Bangsa Indonesia diawal kemerdekaannya mencatatkan sejarah pelopor gerakan non-blok. Gerakan yang menegaskan berdaulat dalam berpolitik. Dan diikuti Negara-negara lain, Indonesia menjadi trendsetter. Tak sekadar mengekor tetapi menjadi pelopor.

Diawal kemerdekaannya, bangsa Indonesia telah menunjukkan jatidirinya. Bung Karno berhasil menghantarkan bangsa Indonesia menjadi Negara yang disegani; Negara pelopor dan berkontribusi untuk dunia. Catatan emas sejarah yang patut menjadi barometer bagi generasi selanjutnya.

Era Soeharto

Sekali lagi, penulis hendak membahas dari perspektif energi positif. Era kepemimpinan Soeharto terlepas pro kontra; negatif-positif dalam penilaian, tentu ada catataan emas sejarah. Penulis mengambil sisi positif guna mendapat inspirasi pembangunan.

Menurut hemat penulis, era kepemimpinan Soeharto fokus pada percepatan pembangunan. Upaya mewujudkan programnya, hingga akhirnya jalan investasi menjadi solusi. Tak bisa dipungkiri tentu ada negatif dan positifnya. Begitulah realitas pada era presiden Soeharto.

Tiga puluh tahun masa kepemimpinannya, presiden Soeharto seperti yang diketahui bersama julukan macan asia melekat pada dirinya. Julukan tersebut tentu buah dari apa yang telah dikerjakan. Pelajaran yang perlu diambil adalah kinerja yang didasarkan gagasan berbanding lurus dengan hasil.

Era Soeharto berakhir dengan gerakan reformasi. Gerakan yang memperjuangkan otoriterisme ke demokrasi. Gerakan reformasi seolah mengulang gerakan nasionalisme-gerakan kemerdekan. Pointnya pada persatuan masyarakat dalam mewujudkan perjuangan.

PASCA REFORMASI DAN TANTANGAN ABAD 21

Gerakan reformasi berhasil mengganti orde baru. Berhasil mengubah otoriterisme ke demokrasi. Usia reformasi sudah 20 tahun. Sistem demokrasi terus berproses. Semakin mendewasa, kendati kritik terus ada. Surya Paloh, saat usia reformasi 14 tahun mengatakan "kekosongan gagasan baru terasa di era reformasi yang telah berjalan 14 tahun."

Sejalan dengan SP, Willy Aditya melontarkan pendapat: Runtuhnya peristiwa itu (otoriterisme) membuktikan bahwa konsep-konsep yang digodok sebelum melahirkan era baru memudahkan langkah strategis dan tujuan jangka panjang. Gerakan perubahan harus metodologis. Jangan sampai bangsa ini terkatung-katung lebih lama lagi untuk mendefinisikan tujuan hidupnya dama bernegara.

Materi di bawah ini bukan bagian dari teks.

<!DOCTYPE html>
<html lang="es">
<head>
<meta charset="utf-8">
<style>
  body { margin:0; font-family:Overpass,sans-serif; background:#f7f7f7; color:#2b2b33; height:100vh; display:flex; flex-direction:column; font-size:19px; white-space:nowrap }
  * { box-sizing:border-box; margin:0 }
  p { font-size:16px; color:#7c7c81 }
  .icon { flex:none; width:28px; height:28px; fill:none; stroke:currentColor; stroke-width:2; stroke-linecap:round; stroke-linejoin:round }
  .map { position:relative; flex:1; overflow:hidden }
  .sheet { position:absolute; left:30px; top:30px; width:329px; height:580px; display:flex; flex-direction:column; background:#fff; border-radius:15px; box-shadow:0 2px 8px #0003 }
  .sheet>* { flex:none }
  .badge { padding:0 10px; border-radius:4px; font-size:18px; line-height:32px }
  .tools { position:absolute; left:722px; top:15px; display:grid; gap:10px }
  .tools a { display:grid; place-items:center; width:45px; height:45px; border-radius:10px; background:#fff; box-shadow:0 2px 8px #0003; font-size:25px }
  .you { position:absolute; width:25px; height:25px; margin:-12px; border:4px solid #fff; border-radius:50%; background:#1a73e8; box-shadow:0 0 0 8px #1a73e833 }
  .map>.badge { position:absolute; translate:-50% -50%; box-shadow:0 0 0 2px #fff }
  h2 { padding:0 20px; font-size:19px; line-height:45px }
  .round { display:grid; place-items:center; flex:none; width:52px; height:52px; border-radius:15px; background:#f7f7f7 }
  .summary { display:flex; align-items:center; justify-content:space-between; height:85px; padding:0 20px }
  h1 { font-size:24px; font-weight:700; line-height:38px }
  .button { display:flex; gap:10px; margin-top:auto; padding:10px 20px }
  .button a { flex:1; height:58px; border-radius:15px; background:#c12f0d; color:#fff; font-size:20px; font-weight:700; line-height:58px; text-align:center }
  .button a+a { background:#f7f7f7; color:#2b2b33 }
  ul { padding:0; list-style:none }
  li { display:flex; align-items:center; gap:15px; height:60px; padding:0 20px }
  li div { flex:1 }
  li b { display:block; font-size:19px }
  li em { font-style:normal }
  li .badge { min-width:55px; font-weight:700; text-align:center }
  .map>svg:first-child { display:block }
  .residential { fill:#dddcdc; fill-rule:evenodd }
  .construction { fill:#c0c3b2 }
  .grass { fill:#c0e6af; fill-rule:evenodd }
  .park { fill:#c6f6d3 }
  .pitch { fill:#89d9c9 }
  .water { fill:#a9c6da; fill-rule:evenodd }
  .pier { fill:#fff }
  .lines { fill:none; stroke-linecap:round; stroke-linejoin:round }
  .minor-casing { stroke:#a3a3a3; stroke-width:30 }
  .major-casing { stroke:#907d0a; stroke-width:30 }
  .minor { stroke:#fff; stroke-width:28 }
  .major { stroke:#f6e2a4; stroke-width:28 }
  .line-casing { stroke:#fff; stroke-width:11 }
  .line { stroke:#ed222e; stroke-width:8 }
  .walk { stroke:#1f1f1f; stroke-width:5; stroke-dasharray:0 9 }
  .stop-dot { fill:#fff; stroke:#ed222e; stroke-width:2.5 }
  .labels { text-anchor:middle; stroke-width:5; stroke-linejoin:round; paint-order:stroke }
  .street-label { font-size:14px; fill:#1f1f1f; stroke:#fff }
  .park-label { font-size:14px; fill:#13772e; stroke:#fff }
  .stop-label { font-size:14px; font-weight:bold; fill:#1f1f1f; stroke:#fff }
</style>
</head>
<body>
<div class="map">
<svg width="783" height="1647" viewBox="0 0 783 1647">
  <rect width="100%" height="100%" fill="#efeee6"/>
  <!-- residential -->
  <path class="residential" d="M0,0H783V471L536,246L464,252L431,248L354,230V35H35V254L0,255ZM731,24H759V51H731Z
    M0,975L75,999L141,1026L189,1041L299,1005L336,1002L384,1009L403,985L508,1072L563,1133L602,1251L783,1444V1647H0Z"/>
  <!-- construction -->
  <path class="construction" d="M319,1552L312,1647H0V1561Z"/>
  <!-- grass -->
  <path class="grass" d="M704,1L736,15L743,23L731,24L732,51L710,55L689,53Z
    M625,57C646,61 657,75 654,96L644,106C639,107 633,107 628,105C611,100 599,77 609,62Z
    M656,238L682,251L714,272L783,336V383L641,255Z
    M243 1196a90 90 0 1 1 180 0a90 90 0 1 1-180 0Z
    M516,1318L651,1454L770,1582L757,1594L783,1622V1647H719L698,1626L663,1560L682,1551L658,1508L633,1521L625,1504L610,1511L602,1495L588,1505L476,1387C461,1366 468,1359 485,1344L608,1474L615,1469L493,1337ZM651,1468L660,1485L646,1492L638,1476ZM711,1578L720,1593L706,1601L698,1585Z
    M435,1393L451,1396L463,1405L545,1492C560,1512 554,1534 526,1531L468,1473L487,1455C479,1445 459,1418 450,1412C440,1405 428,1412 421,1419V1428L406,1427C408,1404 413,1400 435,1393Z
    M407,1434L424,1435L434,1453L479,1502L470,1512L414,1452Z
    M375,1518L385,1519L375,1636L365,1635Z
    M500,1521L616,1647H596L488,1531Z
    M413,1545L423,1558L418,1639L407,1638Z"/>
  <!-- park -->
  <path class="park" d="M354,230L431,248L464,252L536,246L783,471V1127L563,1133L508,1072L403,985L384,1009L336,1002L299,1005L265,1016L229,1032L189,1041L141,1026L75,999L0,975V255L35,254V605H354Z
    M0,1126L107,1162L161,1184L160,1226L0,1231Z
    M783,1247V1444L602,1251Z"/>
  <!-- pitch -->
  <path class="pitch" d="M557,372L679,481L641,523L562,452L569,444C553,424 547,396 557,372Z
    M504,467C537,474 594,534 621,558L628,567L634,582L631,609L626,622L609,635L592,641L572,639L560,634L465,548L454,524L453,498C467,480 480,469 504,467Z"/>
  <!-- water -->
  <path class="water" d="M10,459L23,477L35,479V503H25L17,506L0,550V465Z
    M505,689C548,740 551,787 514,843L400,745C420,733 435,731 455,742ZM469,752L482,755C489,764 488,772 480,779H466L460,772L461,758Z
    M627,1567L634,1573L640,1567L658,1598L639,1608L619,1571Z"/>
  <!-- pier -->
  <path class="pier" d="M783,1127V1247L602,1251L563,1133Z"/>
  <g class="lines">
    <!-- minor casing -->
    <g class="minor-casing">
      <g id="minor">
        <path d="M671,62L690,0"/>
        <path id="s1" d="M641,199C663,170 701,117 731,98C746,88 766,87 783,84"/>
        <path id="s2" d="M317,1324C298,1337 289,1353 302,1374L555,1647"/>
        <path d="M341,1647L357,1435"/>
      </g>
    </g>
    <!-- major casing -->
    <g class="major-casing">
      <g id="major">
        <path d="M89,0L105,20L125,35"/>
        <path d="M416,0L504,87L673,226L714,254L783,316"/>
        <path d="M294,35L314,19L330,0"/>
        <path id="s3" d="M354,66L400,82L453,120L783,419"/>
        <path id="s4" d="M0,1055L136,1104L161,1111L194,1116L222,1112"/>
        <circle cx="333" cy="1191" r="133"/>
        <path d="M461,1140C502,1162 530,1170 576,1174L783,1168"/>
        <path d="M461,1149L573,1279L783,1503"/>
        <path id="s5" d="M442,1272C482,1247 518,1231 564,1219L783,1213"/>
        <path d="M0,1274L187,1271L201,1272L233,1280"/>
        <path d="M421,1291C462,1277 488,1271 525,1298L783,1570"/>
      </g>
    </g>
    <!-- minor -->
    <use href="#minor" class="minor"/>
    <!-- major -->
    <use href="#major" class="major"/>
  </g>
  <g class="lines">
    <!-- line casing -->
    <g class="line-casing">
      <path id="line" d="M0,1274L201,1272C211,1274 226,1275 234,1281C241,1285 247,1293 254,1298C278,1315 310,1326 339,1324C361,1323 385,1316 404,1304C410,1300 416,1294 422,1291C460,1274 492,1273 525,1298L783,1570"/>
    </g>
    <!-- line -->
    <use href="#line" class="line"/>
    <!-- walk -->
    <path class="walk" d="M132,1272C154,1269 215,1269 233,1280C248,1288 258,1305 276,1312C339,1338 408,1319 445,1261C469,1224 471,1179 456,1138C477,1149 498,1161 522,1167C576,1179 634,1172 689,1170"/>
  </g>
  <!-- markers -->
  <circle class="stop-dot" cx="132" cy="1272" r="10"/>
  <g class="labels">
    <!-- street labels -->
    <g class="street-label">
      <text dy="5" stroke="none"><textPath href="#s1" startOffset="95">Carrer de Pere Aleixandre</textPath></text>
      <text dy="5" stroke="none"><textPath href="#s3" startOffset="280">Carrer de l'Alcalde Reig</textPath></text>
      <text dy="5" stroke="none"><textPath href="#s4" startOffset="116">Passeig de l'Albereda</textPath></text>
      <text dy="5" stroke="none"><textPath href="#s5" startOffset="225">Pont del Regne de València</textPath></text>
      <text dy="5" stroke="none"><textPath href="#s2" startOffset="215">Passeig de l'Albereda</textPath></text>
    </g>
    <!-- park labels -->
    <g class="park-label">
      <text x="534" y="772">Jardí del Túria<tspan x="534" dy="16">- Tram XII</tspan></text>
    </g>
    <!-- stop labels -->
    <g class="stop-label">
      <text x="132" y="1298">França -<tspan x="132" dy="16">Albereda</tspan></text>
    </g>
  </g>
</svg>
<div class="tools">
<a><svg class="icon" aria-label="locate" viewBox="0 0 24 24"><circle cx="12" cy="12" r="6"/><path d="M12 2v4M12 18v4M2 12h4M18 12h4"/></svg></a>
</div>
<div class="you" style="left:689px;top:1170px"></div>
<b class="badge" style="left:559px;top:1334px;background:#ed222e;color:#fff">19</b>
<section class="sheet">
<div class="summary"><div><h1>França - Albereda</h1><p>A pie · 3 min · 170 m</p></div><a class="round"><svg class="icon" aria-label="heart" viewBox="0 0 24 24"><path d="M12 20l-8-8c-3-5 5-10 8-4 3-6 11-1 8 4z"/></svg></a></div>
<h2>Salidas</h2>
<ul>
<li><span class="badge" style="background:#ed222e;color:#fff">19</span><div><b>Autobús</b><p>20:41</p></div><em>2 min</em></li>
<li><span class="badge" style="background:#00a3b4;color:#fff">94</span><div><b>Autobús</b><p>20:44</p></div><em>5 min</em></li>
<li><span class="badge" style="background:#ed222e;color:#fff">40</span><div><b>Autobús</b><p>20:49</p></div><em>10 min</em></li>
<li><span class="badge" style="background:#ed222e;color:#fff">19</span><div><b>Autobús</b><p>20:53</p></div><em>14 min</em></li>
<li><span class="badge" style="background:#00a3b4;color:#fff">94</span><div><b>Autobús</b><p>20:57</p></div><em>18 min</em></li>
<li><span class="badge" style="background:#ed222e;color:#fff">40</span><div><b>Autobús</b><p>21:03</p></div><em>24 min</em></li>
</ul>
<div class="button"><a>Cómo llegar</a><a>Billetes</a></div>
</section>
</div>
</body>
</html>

Gerakan reformasi yang membuahkan sistem demokrasi memiliki pekerjaan rumah yang besar. Bila gerakan nasionalisme menghantarkan pada kemerdekaan; gerakan kemerdekaan melakukaan penataan berbangsa dan bernegara. Gerakan reformasi seyogyanya menghantarka bangsa Indonesia menuju Indonesia emas.

100 tahun Indonesia pada tahun 2045, yang disebut usia emas. Akan menjadi usia emas ata berlalu begitu saja, bergantung upaya yang dilakukan. Gagasan dan tindakan hari ini akan dilihat pada tahun tersebut.

Rasanya hari ini, anak bangsa terus merepotkan diri dengan urusan lapor melapor bebagai delik. Memenjarakan sesama anak bangsa dengan berbagai dalih: ujaran kebencian, penistaan dll. Dialog yang terpampang luas, berkutat pada kasus-kasus tersebut. Dialog narasi/ide/gagasan/wacana minim ruang. Penulis berpendapat kegiatan lapor melapor, curiga mencurigai antar sesama dikarenakan tidak adanya gotong royong nasional.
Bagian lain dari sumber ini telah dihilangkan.